Most are arranged to draw in people with whatever skills or specialities the arranging organisation finds themselves lacking or in the market for, but X Clubs have found their particular niche in helping recruit around specific local phenomena. Much of the initial work around the nesting habits and migratory patterns of flocks of Tanzanian Crone Birds, for instance, was done by a club formed to take advantage of a small but disorganised local bird-watching community. The flock’s behaviours were mapped and their threat neutralised with only a handful of local fatalities, and several of the groups more scientifically rigorous members became permanent adjuncts or associates of the society which had brought them, unbeknownst to most of their number, together.

A similarly focused but perhaps less urgent impetus is rumoured to have been behind the formation of Huxley’s X Club. We should not recklessly parlay speculation into a more studied understanding of what happened, of course, but the potential insights of the club’s various botanists and biologists, physicists and mathematicians would seem well-placed and well-time to address London’s issues with invasive fauna: Over the decade preceding the group’s formation, several unique species of psilocybin and other intoxicant fungi had been observed to spawn and spread around the city’s oldest buildings - seemingly without source or deliberate interference - growing in unnatural patterns that expressed strange geometric and algebraic principles.

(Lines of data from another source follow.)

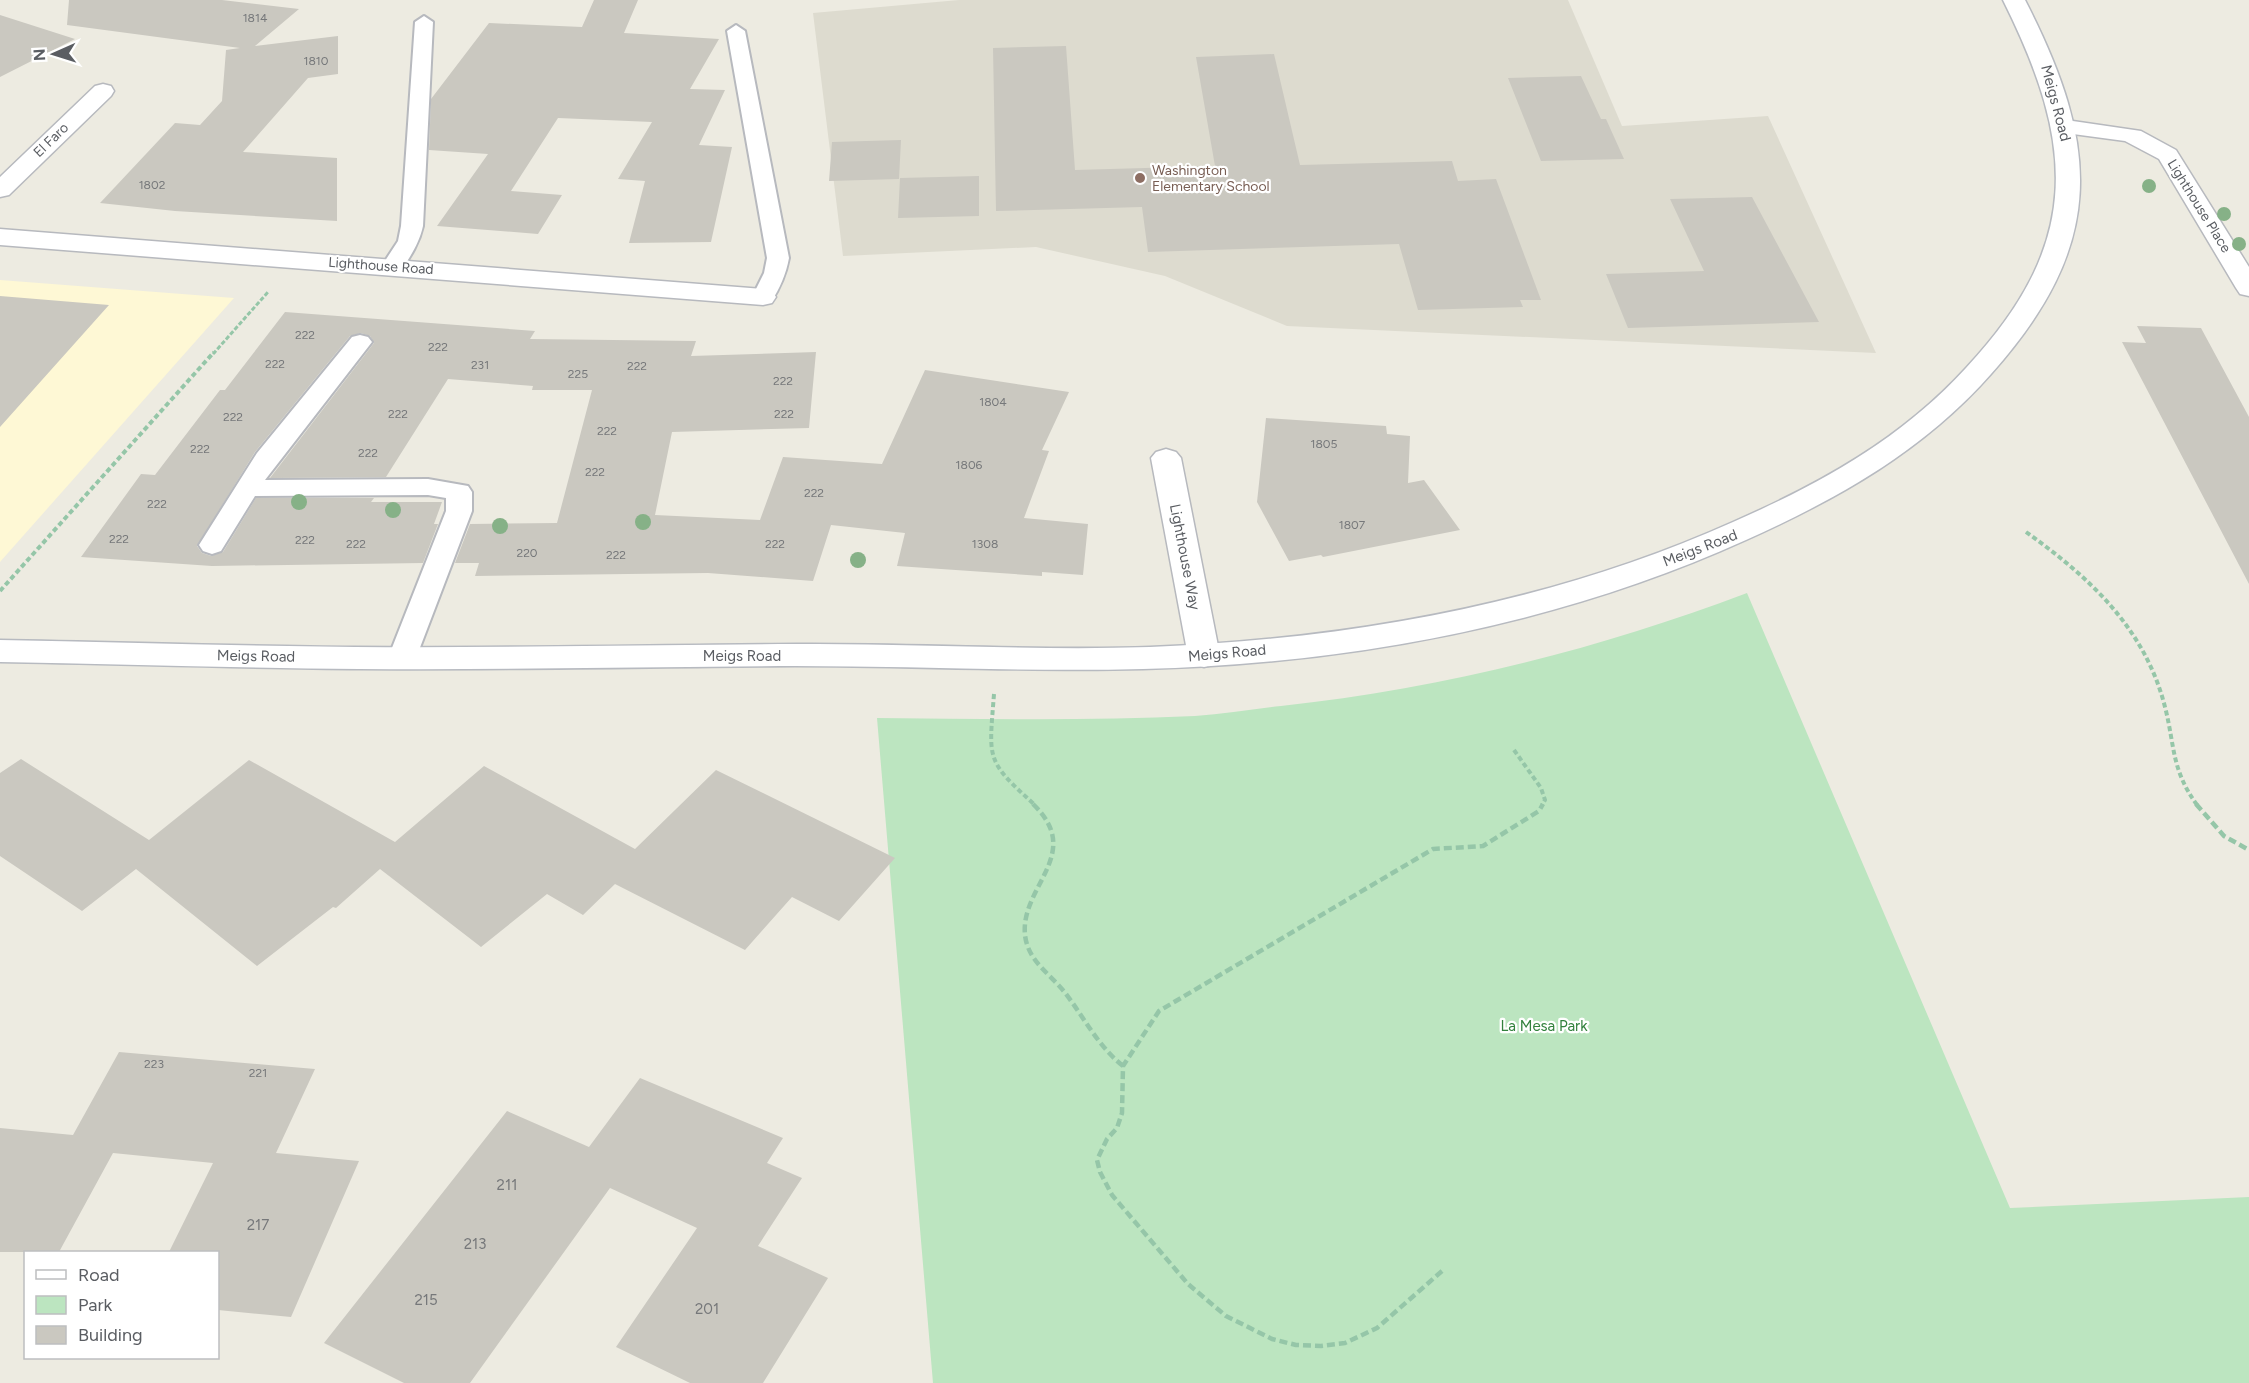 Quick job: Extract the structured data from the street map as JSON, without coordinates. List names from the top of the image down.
{
  "streets": {
    "main road": [
      "Meigs Road",
      "El Faro",
      "Lighthouse Place",
      "Lighthouse Road",
      "Lighthouse Way"
    ]
  },
  "crossings": [
    ["Meigs Road", "Lighthouse Place"],
    ["Meigs Road", "Lighthouse Way"]
  ],
  "parks": ["La Mesa Park"],
  "places": ["Washington Elementary School"],
  "house_numbers": [
    "1814",
    "1810",
    "1802",
    "222",
    "222",
    "222",
    "231",
    "222",
    "225",
    "222",
    "1804",
    "222",
    "222",
    "222",
    "222",
    "1805",
    "222",
    "222",
    "1806",
    "222",
    "222",
    "222",
    "1807",
    "222",
    "222",
    "222",
    "222",
    "1308",
    "220",
    "222",
    "223",
    "221",
    "211",
    "217",
    "213",
    "215",
    "201"
  ],
  "legend": ["Road", "Park", "Building"],
  "north": "left"
} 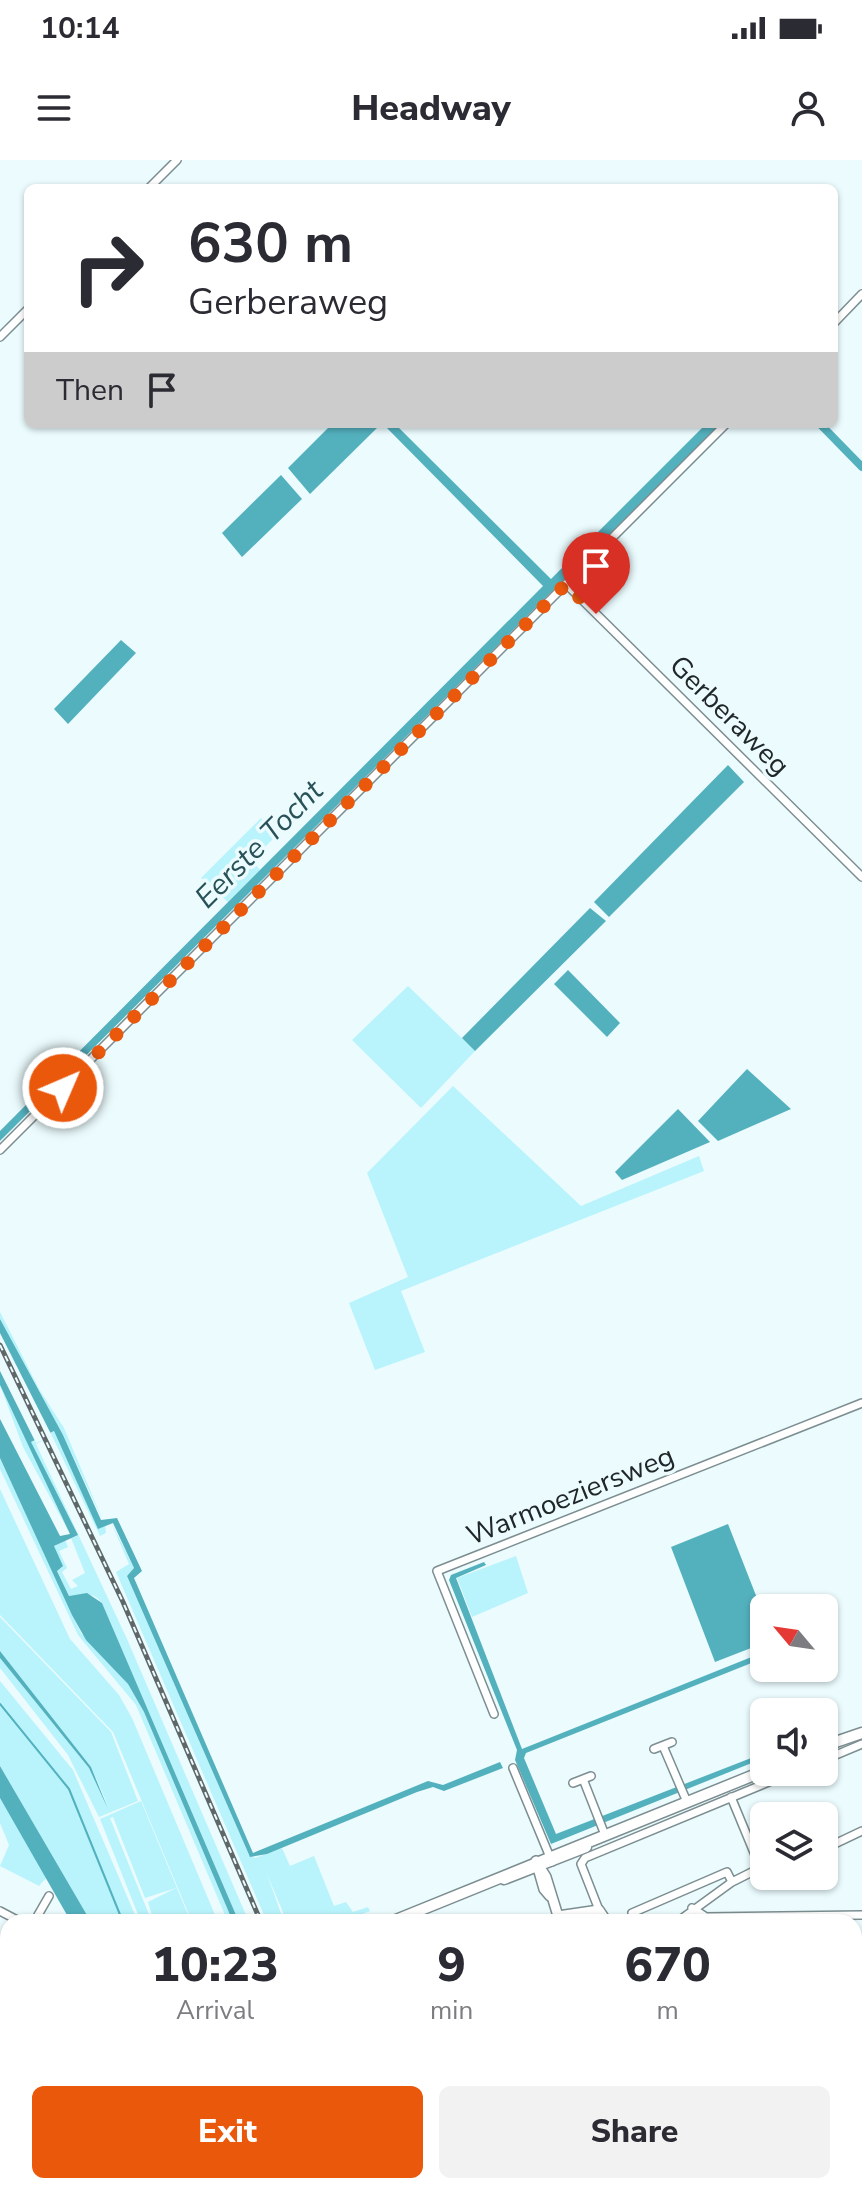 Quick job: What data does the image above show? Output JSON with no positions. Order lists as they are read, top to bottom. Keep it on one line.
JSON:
{"streets":{"street":["Gerberaweg","Warmoeziersweg"]},"water":["Eerste Tocht"],"north":"top left","page":{"status":"10:14","header":"Headway","turn":["630 m","Gerberaweg"],"then":"Then","eta":["10:23","Arrival","9","min","670","m"],"buttons":["Exit","Share"]}}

Whatever the nature of the work to which Huxley and his chosen inner circle were set - some details of which are believed to have been passed on to his family, leading eventually to their influence in some of the more outré aspects of the science fiction written by his grandson, Aldous Huxley - the X Club continued in decreasing stature for around thirty years. Given this longevity, it seems likely that it outlasted its intended grander purpose; perhaps even becoming what it had originally been claimed to be. Which of its public members progressed on into occultism and esoterica remains a question that cannot currently be answered with any surety, but their greatest influence might be on the very practice of secrecy and conspiracy.